Aquaporin-regulated response of grapevine roots to salinity

Soil salinization is an emerging problem in California vineyards. Research is needed to more fully understand the physiological response of grapevine roots to salt stress in order to develop cultural strategies that improve in-field management and to facilitate breeding of tolerance. Upon exposure to salinity, roots often exhibit a rapid decrease of water uptake capacity caused by inhibition of water-channel proteins called aquaporins. Aquaporins are found throughout fine root cellular membranes and can control the efficiency of water extraction from the soil. Prevention and/or alleviation of salinity-induced aquaporin inhibition have been demonstrated for some plants using calcium supplements in experimental conditions. Such a mechanism may contribute to the success of gypsum (i.e. calcium sulfate) applications used to lessen the detrimental effects of vineyard salinity. In the original grant, we proposed to address the following short-intermediate term goals:

  1. To quantify aquaporin response to salinity and the ameliorative effects of calcium in a suite of grapevine rootstocks using both hydraulic physiology and molecular probes under hydroponic and soil growth conditions;
  2. To investigate the role that aquaporins play in grapevine rootstock physiological responses to other abiotic factors (i.e. drought, anoxia, nutrient status) and their contribution to vine vigor. We are on target to achieve these goals over a two year funding period. The awarded monies only became available in October 2008 through a Research Support Agreement (RSA) between USDA-ARS and UCDavis. This delayed the initiation of hydroponic studies and molecular analyses to address the first goal listed above. In the mean time, we initiated studies to address the second goal listed above. The current RSA expires 31 September 2009, and an additional year of funding would be used for a 2nd RSA (01 Oct 2009-31 Sept 2010) that would allow completion of all short-intermediate term objectives.

Our results from summer 2008 indicate that aquaporins play an integral role in water uptake across numerous Vitis rootstocks and respond rapidly to nutrient supplements. Aquaporin activity measured with chemical inhibitors was consistently high among several rootstocks, and responded rapidly to calcium nitrate for 110R. We documented significantly higher inherent aquaporin expression in high vigor and drought resistant rootstocks (1103P and 110R) compared to those with low vigor and drought intolerance ratings (420A and 101-14). These inherent differences may explain the known variation in vigor among these rootstocks, likely play a role in divergent patterns of drought tolerance, and represent potential target genes for breeding similar traits.
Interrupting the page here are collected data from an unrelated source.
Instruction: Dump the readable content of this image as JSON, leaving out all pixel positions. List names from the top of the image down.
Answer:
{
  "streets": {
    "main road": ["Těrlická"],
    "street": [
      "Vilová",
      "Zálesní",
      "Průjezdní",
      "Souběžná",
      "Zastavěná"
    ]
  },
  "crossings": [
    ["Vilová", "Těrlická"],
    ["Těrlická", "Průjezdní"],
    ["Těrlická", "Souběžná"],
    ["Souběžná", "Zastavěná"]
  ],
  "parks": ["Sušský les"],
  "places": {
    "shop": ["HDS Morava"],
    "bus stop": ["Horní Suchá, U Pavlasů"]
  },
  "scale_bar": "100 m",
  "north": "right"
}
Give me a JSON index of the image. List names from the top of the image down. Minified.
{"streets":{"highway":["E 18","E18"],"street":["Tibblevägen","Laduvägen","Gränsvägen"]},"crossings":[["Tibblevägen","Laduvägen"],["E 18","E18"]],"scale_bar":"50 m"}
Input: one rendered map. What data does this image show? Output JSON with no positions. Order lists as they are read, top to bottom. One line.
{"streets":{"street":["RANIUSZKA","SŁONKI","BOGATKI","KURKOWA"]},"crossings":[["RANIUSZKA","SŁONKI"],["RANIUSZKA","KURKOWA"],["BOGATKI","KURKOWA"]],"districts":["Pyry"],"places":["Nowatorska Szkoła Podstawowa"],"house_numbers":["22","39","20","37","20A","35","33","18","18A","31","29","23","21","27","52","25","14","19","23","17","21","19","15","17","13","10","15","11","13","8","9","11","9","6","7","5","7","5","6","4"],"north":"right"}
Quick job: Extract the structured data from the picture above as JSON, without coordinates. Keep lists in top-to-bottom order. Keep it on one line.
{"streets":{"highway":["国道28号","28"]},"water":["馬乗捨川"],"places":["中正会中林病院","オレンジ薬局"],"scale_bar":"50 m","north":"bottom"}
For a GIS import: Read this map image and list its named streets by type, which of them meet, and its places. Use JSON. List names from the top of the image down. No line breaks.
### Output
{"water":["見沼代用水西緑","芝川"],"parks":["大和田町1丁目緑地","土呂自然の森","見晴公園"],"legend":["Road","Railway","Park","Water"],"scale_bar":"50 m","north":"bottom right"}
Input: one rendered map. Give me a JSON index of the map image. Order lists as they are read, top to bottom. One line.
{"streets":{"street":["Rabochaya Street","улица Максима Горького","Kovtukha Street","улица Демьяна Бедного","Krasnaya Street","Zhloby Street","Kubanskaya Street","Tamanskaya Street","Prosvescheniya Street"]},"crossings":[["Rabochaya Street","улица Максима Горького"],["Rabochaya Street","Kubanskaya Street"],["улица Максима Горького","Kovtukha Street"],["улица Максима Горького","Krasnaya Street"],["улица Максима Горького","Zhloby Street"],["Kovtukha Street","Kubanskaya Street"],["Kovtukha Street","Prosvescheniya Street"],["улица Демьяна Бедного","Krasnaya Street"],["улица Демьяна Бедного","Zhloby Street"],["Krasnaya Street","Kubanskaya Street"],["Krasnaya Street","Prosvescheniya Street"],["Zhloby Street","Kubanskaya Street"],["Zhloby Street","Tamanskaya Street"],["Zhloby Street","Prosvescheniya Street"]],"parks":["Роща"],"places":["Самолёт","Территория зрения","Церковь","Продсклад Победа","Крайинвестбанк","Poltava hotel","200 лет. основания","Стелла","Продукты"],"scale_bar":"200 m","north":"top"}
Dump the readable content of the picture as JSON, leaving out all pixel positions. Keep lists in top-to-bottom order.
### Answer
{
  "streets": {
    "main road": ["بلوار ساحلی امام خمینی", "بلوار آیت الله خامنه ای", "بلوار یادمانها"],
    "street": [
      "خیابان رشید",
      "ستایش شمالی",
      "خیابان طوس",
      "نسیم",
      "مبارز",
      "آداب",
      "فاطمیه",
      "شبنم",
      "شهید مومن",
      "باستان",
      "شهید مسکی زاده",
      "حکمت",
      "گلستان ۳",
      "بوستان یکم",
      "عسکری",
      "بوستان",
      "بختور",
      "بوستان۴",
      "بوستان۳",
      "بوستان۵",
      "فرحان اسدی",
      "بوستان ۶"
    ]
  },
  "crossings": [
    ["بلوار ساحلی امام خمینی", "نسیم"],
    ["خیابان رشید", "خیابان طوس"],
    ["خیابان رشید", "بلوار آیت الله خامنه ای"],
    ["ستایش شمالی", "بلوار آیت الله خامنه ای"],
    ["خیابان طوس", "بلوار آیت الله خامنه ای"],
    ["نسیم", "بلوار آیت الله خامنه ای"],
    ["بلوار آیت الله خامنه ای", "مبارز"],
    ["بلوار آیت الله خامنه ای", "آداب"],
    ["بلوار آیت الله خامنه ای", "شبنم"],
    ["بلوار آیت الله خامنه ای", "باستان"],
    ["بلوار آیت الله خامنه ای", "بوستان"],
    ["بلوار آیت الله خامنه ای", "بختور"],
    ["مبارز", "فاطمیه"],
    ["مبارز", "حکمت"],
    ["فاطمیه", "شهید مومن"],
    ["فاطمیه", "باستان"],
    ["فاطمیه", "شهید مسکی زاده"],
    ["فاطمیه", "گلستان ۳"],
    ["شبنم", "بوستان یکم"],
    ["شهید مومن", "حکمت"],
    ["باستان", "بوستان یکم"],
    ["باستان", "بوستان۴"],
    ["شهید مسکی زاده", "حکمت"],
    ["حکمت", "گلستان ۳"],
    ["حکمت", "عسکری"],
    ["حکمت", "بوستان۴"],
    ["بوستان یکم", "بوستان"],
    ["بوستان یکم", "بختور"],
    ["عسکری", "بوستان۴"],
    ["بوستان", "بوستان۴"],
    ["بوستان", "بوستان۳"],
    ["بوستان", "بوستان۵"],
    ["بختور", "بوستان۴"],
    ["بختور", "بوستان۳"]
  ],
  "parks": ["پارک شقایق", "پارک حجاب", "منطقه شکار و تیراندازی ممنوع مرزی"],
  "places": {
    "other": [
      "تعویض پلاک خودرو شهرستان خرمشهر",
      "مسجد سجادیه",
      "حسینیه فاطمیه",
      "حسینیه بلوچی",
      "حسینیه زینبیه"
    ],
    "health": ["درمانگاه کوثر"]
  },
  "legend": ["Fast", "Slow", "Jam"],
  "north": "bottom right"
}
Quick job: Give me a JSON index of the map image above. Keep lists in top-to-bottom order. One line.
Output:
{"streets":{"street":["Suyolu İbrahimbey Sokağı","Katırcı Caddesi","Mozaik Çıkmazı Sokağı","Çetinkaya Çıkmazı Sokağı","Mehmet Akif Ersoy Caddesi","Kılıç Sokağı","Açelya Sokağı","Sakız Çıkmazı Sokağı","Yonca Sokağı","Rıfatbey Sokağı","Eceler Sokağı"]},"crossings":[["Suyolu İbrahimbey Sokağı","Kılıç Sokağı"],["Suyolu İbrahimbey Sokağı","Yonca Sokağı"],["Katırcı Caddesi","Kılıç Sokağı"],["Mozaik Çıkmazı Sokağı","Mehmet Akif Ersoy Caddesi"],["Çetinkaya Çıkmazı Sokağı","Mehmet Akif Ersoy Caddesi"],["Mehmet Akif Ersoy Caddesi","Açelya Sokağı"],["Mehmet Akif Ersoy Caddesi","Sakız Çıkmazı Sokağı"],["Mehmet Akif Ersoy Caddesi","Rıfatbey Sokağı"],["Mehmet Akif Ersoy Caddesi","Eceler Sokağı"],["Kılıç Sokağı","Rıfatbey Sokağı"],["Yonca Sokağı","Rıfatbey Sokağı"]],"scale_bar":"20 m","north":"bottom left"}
Since the start of the RSA in October 2008, we optimized methods to quantify aquaporin gene expression for a range of rootstocks subjected to salt stress in an ebb and flow system. Expression analysis in four rootstocks that vary in salt tolerance (Ramsey, Riparia, French Colombard, Thompson seedless) revealed that aquaporins are highly and variably responsive to salt stress among the rootstocks. Preliminary results are reported here. Fine roots for ten additional rootstocks (3309C, 5BB, 420A, 101-14, 110R, 039-16, 1103P, SO4, 140R, Schwarzman) under salt stress have been sampled, and these samples are currently being analyzed.